• _Brief_:
In the entries below, find every line with "strokeStyle" and copy it.

Extracted data entries
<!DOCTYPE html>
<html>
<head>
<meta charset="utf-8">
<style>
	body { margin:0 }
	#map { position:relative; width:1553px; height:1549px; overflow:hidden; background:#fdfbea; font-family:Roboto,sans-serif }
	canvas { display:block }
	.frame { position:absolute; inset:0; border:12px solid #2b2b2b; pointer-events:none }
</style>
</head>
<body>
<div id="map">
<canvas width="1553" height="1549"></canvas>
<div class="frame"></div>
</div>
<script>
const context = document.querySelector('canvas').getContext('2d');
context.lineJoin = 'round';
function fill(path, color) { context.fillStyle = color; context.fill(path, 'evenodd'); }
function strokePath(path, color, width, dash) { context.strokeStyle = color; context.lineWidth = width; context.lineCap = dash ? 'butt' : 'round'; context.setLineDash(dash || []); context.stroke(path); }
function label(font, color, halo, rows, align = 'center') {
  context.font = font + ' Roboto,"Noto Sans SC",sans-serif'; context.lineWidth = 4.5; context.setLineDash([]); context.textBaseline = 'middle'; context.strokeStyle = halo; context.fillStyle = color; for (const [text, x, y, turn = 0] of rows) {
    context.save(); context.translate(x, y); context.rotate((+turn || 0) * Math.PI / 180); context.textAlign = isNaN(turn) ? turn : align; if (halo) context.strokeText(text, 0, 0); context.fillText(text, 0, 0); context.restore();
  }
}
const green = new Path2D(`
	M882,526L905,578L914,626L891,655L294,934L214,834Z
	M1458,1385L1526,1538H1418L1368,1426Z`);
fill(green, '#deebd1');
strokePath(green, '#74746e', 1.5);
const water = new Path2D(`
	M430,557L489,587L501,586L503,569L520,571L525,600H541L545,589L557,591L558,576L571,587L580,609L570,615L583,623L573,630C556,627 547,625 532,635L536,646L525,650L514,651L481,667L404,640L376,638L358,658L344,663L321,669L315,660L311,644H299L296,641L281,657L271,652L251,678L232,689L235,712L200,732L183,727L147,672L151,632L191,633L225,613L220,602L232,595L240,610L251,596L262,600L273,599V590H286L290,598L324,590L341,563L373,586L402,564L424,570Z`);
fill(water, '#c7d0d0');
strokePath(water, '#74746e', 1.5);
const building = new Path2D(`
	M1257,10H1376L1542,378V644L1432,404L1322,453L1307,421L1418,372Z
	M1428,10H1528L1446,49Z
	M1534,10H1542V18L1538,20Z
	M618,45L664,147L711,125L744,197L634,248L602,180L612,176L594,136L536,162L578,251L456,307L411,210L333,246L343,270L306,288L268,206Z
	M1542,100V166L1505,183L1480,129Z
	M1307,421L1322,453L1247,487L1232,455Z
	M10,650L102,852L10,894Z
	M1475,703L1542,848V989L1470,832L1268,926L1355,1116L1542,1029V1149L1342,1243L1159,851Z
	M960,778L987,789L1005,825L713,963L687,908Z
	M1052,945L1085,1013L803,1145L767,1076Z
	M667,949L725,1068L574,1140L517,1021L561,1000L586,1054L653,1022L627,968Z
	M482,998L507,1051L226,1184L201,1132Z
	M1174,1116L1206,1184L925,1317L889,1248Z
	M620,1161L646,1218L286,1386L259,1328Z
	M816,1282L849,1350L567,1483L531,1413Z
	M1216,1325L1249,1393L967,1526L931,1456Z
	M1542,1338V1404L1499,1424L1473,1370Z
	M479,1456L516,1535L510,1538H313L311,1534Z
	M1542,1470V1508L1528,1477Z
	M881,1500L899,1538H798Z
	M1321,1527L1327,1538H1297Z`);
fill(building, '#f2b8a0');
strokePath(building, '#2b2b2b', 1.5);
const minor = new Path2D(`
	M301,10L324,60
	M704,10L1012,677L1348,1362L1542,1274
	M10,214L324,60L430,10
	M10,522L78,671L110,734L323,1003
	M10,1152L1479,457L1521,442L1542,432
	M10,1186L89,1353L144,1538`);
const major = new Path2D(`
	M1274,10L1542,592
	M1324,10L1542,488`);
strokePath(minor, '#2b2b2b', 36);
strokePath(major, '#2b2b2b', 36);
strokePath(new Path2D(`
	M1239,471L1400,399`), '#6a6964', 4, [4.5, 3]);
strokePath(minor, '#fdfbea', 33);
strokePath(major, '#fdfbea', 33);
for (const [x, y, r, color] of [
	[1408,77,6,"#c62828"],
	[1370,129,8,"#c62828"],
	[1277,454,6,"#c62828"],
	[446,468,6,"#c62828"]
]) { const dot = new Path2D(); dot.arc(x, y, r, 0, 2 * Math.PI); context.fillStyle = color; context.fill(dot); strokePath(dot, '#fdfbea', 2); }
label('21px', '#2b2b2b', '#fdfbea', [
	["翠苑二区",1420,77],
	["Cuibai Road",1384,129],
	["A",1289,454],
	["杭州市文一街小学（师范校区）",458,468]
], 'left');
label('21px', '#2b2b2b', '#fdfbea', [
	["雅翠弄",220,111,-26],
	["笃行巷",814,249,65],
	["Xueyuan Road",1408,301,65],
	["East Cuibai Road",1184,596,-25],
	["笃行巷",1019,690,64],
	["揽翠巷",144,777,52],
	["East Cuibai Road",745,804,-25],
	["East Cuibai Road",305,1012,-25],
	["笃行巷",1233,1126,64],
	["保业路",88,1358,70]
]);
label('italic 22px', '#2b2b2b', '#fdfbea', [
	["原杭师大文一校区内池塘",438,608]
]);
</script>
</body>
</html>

• _Expected answer_:
function strokePath(path, color, width, dash) { context.strokeStyle = color; context.lineWidth = width; context.lineCap = dash ? 'butt' : 'round'; context.setLineDash(dash || []); context.stroke(path); }
  context.font = font + ' Roboto,"Noto Sans SC",sans-serif'; context.lineWidth = 4.5; context.setLineDash([]); context.textBaseline = 'middle'; context.strokeStyle = halo; context.fillStyle = color; for (const [text, x, y, turn = 0] of rows) {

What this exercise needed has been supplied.